🤖 AI Summary
Traditional Score Distillation Sampling (SDS) for 3D generation often suffers from texture oversaturation and geometric distortion; while negative prompting mitigates these issues, it introduces an inherent trade-off between texture enhancement and shape fidelity. This paper proposes Target-aware Multi-Objective Score distillation (T-MOS), the first framework to characterize the coupled influence of target-embedding-based negative prompts on both texture and geometry.

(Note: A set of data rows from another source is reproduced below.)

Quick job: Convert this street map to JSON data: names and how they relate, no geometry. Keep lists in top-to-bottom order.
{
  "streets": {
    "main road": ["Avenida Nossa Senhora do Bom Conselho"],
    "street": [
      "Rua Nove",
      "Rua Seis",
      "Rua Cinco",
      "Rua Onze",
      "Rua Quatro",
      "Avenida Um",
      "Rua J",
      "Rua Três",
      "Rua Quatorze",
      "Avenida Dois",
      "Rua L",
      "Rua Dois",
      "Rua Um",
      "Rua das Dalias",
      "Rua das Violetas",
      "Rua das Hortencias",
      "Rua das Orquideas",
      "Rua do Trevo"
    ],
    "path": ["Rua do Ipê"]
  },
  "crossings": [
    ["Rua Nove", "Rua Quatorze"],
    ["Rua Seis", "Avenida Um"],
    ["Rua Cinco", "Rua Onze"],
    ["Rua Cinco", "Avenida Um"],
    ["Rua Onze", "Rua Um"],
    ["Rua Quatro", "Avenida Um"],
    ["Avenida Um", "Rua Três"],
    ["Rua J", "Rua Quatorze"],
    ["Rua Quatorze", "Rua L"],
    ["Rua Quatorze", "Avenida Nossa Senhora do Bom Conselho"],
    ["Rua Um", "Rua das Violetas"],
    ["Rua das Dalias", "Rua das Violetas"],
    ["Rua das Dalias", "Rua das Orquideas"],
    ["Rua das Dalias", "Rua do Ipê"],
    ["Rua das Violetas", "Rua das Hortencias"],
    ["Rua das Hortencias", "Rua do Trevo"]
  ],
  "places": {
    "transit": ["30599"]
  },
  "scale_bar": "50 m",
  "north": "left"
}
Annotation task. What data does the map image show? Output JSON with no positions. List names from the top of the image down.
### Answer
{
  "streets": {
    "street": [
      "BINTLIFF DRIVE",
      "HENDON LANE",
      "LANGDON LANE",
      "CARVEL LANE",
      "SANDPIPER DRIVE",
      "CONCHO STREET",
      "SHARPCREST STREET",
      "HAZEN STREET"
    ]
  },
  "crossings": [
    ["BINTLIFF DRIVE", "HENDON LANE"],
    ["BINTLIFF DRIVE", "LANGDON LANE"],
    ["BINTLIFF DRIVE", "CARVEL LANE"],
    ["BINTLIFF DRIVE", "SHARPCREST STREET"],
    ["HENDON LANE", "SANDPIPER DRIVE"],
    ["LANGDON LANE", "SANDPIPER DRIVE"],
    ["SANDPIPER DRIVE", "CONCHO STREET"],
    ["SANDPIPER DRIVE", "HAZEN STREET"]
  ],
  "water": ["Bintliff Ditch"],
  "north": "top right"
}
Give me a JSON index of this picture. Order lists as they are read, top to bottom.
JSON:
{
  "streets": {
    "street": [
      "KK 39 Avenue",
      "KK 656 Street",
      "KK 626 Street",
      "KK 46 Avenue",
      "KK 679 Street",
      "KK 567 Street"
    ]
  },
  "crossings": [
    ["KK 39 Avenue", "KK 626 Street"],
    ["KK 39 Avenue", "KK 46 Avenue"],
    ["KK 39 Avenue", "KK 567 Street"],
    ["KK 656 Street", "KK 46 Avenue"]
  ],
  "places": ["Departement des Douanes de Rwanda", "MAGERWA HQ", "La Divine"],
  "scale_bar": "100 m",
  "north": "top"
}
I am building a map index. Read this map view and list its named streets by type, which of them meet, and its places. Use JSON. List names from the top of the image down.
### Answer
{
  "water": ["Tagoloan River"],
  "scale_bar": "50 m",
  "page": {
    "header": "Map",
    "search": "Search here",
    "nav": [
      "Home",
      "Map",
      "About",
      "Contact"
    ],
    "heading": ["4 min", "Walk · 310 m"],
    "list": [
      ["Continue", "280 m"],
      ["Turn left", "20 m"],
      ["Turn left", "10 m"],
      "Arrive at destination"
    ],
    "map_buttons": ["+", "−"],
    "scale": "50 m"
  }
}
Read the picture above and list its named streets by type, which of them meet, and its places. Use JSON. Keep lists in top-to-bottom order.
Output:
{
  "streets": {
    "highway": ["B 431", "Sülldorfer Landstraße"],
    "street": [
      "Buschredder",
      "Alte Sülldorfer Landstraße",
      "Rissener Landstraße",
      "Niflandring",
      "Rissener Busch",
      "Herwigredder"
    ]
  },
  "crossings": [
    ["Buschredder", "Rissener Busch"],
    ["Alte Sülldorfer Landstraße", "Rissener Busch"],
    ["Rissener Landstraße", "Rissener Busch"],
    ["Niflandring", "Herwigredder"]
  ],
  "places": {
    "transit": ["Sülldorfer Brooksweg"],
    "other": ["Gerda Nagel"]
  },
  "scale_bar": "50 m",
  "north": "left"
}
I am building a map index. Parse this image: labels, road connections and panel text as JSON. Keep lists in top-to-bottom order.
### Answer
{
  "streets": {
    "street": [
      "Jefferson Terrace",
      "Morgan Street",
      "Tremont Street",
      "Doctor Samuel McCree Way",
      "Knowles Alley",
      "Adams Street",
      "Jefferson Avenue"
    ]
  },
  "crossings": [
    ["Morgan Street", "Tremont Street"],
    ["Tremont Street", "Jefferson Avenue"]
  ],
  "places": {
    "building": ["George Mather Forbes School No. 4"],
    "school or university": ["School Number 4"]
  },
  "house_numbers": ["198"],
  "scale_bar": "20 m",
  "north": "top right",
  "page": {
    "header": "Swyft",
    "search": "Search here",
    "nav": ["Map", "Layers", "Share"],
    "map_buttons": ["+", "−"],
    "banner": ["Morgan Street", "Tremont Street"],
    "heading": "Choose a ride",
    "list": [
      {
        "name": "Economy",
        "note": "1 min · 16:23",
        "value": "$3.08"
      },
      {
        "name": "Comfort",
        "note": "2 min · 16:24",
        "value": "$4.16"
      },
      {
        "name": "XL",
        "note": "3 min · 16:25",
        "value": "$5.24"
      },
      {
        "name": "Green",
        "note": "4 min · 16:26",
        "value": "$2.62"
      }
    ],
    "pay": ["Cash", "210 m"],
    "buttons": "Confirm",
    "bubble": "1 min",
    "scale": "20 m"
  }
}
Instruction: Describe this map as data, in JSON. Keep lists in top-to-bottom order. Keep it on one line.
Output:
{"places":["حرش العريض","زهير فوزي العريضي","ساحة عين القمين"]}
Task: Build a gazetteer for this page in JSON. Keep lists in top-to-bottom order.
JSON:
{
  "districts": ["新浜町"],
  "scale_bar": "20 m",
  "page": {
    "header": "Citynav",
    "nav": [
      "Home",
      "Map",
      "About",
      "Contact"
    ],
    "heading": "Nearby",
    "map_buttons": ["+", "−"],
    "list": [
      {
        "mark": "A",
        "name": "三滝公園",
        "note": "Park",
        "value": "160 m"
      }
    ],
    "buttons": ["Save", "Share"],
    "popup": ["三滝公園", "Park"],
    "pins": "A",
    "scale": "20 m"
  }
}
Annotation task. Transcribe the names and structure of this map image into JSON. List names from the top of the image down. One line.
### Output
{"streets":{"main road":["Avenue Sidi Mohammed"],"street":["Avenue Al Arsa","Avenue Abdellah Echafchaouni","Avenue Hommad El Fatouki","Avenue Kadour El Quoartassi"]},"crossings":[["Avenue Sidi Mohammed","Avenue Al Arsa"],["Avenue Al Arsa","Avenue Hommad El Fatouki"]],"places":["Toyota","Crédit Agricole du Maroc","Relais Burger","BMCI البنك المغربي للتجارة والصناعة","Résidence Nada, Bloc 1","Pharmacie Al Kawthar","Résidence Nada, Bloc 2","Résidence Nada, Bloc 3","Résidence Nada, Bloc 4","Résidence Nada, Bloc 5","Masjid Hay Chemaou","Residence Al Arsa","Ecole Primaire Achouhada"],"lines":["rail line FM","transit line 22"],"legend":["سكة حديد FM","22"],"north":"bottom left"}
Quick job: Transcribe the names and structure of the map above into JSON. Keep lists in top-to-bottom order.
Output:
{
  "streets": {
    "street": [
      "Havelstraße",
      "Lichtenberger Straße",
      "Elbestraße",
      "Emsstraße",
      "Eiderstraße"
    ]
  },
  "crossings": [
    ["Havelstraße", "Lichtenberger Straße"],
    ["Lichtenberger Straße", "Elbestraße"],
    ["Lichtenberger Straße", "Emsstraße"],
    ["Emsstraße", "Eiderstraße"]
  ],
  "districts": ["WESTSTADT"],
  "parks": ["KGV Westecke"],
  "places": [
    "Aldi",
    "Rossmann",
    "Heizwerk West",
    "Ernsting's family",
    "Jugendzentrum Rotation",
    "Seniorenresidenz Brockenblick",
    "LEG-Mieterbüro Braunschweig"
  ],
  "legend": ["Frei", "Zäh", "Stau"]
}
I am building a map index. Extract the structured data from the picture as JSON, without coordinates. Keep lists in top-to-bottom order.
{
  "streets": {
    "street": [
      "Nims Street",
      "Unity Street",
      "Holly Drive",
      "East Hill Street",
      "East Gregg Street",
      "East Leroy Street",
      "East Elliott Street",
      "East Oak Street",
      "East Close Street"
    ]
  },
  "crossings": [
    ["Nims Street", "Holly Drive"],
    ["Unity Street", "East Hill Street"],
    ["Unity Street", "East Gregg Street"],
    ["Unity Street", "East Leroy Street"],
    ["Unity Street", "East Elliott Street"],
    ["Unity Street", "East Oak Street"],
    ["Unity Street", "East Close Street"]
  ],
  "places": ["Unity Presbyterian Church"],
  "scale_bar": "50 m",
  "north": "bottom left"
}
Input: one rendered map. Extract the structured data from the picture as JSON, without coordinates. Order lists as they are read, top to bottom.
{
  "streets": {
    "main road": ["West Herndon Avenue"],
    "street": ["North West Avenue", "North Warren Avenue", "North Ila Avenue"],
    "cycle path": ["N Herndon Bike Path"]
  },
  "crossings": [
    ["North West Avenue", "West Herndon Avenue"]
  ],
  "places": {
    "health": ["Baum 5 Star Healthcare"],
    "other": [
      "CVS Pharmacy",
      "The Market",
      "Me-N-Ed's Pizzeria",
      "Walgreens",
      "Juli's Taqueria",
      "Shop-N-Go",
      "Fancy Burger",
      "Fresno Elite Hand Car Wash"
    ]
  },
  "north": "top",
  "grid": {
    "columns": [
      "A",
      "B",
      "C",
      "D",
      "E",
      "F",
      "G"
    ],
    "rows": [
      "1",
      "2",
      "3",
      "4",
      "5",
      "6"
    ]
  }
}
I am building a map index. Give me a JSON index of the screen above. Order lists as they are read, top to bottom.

T-MOS introduces an adaptive weighting mechanism that dynamically balances texture realism and geometric accuracy during optimization. Built upon pretrained 2D text-to-image diffusion models, it requires no auxiliary networks or explicit supervision. Extensive experiments demonstrate that T-MOS consistently outperforms state-of-the-art methods across multiple benchmarks, generating 3D assets with both high-fidelity textures and precise geometric structures.
📝 Abstract
Score Distillation Sampling (SDS) enables 3D asset generation by distilling priors from pretrained 2D text-to-image diffusion models, but vanilla SDS suffers from over-saturation and over-smoothing. To mitigate this issue, recent variants have incorporated negative prompts. However, these methods face a critical trade-off: limited texture optimization, or significant texture gains with shape distortion. In this work, we first conduct a systematic analysis and reveal that this trade-off is fundamentally governed by the utilization of the negative prompts, where Target Negative Prompts (TNP) that embed target information in the negative prompts dramatically enhancing texture realism and fidelity but inducing shape distortions. Informed by this key insight, we introduce the Target-Balanced Score Distillation (TBSD). It formulates generation as a multi-objective optimization problem and introduces an adaptive strategy that effectively resolves the aforementioned trade-off. Extensive experiments demonstrate that TBSD significantly outperforms existing state-of-the-art methods, yielding 3D assets with high-fidelity textures and geometrically accurate shape.